P124 Disagreement among gastroenterologists in the endoscopic evaluation using the Mayo endoscopic score and the Rutgeerts postoperative score

Raimundo Fernandes S.*1, Pinto J.2, Marques da Costa P.1, Correia L.1 Grupo de Estudos de Doença Inflamatόria Intestinal

1Hospital de Santa Maria, Serviço de Gastrenterologia e Hepatologia, Lisboa, Portugal 2Hospital Amato Lusitano, Serviço de Gastrenterologia, Castelo Branco, Portugal


Endoscopic evaluation is an integral part in the evaluation of patients with Inflammatory bowel disease (IBD). Endoscopy is routinely used to evaluate disease severity and guide important clinical decisions. Therefore, variability in the interpretation of endoscopic findings amongst different gastroenterologists represents a problem of the upmost importance, which can severely impact the management of these patients. We aimed to study the inter-rater variability using the Mayo endoscopic subscore (MS) and Rutgeerts score (RS) amongst gastroenterologists.

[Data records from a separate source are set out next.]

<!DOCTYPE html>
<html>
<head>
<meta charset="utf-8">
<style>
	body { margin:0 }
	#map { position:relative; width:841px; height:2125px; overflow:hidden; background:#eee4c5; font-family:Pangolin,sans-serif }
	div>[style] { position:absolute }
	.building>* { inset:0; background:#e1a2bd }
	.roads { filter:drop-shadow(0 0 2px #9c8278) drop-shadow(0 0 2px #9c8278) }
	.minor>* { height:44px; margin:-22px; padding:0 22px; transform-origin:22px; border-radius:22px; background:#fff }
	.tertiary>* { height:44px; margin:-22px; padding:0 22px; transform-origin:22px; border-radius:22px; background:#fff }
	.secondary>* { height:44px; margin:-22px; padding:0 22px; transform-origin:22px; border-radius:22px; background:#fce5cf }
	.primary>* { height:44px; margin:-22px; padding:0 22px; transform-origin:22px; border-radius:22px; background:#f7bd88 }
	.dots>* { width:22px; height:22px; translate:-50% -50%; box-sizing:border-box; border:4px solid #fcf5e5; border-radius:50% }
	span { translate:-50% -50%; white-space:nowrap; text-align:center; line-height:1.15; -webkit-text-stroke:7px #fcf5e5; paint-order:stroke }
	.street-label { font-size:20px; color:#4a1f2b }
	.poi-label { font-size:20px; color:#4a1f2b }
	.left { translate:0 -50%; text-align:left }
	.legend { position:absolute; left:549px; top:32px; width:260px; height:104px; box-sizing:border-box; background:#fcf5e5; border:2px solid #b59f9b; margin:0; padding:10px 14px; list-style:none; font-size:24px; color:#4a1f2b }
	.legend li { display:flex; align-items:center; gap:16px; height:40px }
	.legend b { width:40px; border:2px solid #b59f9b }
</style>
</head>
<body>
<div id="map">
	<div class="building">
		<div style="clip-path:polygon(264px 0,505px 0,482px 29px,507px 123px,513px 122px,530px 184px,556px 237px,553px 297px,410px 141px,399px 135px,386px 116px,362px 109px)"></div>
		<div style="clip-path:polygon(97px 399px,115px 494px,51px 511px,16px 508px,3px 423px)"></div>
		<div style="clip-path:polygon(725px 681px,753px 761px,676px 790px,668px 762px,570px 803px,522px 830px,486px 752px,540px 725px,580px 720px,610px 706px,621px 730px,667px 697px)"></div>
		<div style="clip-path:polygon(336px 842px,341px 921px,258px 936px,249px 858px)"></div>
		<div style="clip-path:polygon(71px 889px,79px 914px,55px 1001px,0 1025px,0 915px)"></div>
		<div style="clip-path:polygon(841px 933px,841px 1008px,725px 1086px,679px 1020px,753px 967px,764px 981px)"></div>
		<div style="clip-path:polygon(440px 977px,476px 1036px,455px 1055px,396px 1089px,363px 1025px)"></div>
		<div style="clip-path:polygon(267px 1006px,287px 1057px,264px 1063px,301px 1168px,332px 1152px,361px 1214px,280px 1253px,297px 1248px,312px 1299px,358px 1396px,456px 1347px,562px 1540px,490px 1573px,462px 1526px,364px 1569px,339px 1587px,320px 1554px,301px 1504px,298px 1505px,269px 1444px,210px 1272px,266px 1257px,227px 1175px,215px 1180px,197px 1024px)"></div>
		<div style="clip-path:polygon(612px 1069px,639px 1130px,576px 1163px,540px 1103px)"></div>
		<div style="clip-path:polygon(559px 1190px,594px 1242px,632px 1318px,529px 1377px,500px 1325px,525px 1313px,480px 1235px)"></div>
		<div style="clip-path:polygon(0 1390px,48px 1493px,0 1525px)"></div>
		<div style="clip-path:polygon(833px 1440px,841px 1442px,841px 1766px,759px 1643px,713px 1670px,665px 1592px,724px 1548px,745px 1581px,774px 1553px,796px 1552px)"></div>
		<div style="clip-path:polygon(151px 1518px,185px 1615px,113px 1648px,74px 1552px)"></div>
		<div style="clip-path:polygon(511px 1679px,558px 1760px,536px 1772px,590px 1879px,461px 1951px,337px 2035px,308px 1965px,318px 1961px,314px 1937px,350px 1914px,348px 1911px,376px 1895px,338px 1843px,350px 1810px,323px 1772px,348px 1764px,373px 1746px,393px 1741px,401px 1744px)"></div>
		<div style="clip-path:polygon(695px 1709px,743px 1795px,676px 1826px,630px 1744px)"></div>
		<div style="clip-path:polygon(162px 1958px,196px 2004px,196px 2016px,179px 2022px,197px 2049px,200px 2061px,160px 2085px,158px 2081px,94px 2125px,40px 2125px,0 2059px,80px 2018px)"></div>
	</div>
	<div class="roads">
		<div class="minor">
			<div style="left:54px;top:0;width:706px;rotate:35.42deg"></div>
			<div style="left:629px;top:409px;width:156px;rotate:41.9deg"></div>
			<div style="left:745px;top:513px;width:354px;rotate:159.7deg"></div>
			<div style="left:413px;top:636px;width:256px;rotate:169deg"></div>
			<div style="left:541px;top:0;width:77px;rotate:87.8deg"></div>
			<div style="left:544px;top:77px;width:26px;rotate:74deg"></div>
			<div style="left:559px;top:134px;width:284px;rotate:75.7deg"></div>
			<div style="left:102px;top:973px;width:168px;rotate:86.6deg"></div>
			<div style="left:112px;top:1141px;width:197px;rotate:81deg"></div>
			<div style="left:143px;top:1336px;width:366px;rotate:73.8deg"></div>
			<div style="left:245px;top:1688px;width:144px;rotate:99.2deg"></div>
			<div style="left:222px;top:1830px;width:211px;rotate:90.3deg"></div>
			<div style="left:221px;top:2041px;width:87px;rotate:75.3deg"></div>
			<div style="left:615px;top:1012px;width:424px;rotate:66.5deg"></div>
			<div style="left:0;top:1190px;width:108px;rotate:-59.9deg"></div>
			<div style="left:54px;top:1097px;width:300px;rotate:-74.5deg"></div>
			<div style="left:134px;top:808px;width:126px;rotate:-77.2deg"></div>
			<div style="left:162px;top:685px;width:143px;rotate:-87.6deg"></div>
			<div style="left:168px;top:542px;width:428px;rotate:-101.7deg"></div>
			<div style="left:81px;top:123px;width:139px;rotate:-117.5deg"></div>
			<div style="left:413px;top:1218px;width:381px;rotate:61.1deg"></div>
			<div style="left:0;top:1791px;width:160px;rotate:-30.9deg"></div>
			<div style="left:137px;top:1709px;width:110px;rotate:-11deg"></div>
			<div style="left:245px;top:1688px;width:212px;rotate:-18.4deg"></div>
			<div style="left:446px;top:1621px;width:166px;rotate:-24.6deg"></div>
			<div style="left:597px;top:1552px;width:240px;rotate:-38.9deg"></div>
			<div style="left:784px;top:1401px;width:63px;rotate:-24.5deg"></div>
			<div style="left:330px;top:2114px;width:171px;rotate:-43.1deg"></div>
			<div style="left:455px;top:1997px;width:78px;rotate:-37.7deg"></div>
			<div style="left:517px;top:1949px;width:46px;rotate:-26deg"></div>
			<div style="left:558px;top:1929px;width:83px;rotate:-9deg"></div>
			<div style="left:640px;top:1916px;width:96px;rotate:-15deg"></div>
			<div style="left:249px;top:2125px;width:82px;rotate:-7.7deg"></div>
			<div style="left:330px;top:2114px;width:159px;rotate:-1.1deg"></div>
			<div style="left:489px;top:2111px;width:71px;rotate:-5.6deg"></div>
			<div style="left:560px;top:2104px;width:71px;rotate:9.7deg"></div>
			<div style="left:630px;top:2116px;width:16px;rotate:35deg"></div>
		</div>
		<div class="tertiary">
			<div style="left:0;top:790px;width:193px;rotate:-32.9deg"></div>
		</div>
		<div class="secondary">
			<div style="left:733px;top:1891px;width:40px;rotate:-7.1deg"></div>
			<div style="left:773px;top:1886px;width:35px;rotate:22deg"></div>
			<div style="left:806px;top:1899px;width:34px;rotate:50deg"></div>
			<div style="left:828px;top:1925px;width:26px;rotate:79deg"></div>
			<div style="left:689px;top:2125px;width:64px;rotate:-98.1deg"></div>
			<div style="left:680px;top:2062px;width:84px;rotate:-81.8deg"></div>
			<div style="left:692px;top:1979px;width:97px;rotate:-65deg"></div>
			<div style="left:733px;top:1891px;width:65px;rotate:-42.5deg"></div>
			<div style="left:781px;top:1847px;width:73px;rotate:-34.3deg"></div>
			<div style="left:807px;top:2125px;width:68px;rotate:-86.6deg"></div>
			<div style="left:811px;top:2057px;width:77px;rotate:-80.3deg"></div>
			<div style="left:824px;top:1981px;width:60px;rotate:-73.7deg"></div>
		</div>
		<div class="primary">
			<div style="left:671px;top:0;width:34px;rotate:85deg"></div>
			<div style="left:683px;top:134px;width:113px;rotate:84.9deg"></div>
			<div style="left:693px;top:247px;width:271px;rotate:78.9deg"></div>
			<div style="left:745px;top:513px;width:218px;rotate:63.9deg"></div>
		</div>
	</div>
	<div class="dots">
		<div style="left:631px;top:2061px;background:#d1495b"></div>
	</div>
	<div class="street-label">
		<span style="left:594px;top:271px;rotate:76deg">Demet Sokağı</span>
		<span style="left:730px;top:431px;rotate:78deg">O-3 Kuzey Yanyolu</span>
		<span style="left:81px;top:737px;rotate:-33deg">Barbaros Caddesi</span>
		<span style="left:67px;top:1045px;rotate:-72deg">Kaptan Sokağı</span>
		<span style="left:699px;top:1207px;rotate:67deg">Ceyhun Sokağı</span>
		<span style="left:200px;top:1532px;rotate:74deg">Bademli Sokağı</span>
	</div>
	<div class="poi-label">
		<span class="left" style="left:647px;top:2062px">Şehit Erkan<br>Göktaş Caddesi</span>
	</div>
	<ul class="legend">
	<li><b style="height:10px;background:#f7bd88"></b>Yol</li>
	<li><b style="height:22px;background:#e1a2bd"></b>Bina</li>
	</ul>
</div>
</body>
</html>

Several gastroenterologists were invited to participate in an online survey including pictures and video recordings from colonoscopies of patients with Crohn's disease (CD) and Ulcerative Colitis (UC) (total of 20 questions). Participants were asked to assess the mucosal appearance of the colorectal mucosa in UC using the MS (0–3), and the mucosal aspect of the neo-terminal ileum, anastomosis, and proximal colon in operated patients with CD using the RS (0–4). To assess the impact of clinical information on scoring, two identical questionnaires were distributed, only differing on the clinical information provided on six cases. In the second part of the survey, participants were able to consult the endoscopic scores before answering the questions. The inter-rater concordance (IRC) was assessed using Krippendorff's alpha test.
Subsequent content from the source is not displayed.